One of the nation’s largest school districts hasn’t been immune to a struggle for many systems across the nation: hiring enough bus drivers.
The situation has gotten so bad in the Houston Independent School District in Texas that one local union official is suggesting that nighttime custodians be cross-trained for morning bus driving duties.
According to Houston Public Media:
“We already have support personnel in place that work in the p.m.—why not bring them in the a.m. and let them run the a.m. route?” said Wretha Thomas, who leads the Houston Educational Support Personnel union, representing bus drivers, custodians and cafeteria workers. “That would take a big overload off HISD of having to leave these kids on the side of the streets,” she added.
Houston ISD transportation officials said the district needs to hire another 120 drivers to fill its current shortage.
The hiring challenge that school district transportation officials face is a common one across the nation, where mechanics, office and other support staff are getting behind the wheel to get students to and from school and parents have been frustrated by delayed buses.
In Lexington, Kentucky, the Fayette County Schools have also been dealing with a bus driver shortage. Marcus Dobbs, the district’s transportation director told the Lexington Herald Leader recently that the current shortage is worse than in previous years. “It’s basically tied to the economy. When the economy is doing very well like it is now and the unemployment rate is low, it’s hard for us to find drivers.”
As of last week, Dobbs was short 21 bus drivers for routes serving Kentucky’s second-largest school district by enrollment.
In Prince William County, Virginia, Parkside Middle School has been looking at a plan to allow its teachers to serve as backup bus drivers.
The Prince William Times reported in late November:
They’d be assigned routes that allow them to arrive in time for the starting bell, teach all day and then transport students back home.
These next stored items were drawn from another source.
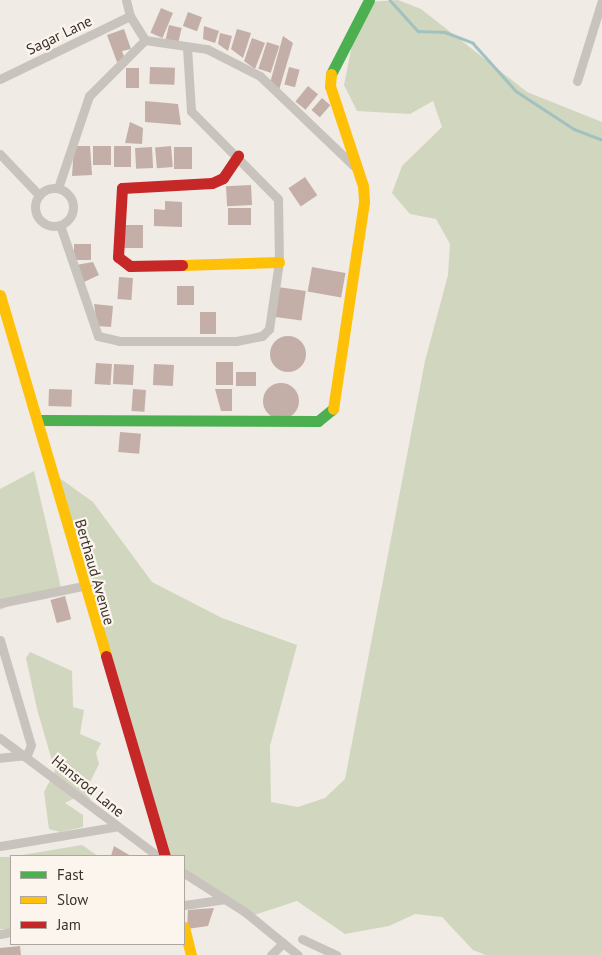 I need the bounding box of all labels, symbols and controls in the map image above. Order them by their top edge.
street label: Sagar Lane [23,11,95,59]
street label: Berthaud Avenue [71,517,119,627]
street label: Hansrod Lane [48,751,128,821]
legend [10,855,185,945]
text: Fast [57,865,84,884]
text: Slow [57,890,88,909]
text: Jam [57,915,81,934] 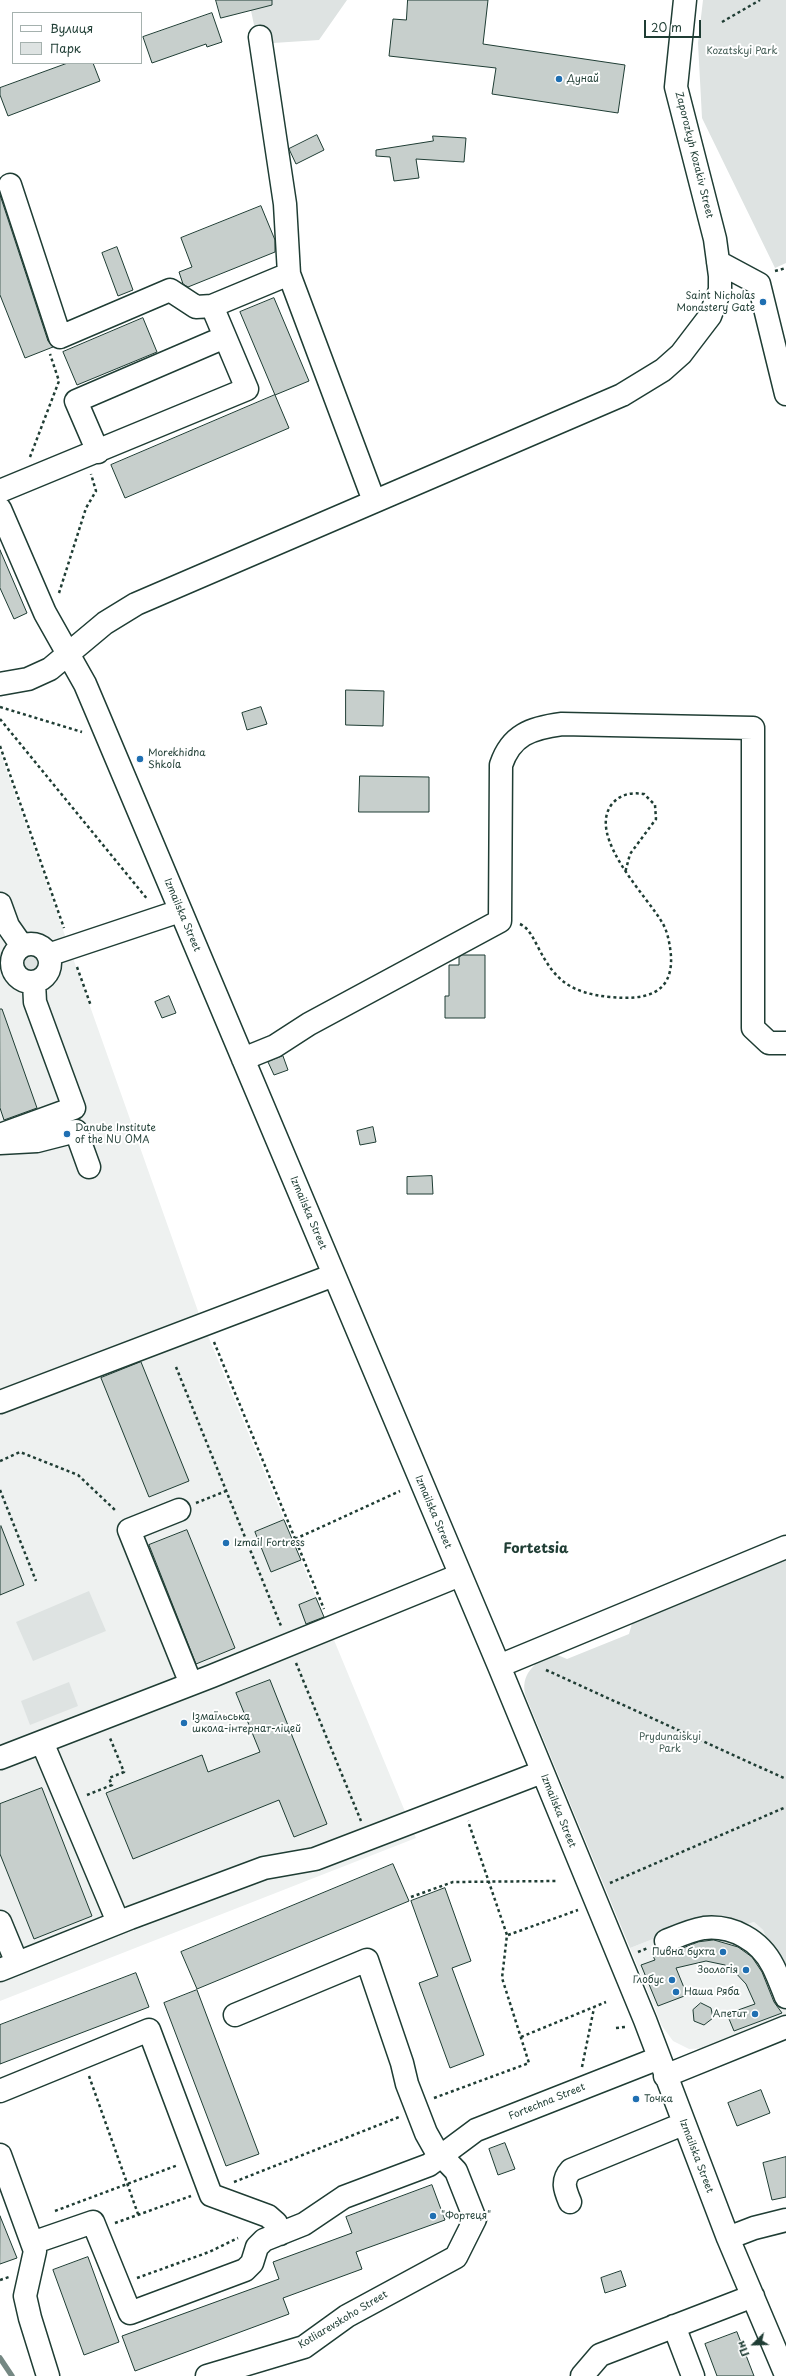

Initially, the teachers would be on call to serve as back-up drivers. In time, the they could pick up routes paying $18.21 an hour.
It’s worth pointing out that The Times noted the school’s location in the sprawl of the Northern Virginia suburbs outside Washington, D.C., which requires that students take buses. “Sandwiched in between the City of Manassas and Manassas Park and crisscrossed by busy byways, the school cannot allow its students to walk to school,” the story says.
Until the next recession, when school bus driving jobs are likely to become hot commodities, communities that are designed in ways that require children to be dependent on school buses, like in Prince William County and so many other places around the U.S., are always going to be at the whims of the job market.
Michael Grass is Executive Editor of Route Fifty and is based in Seattle.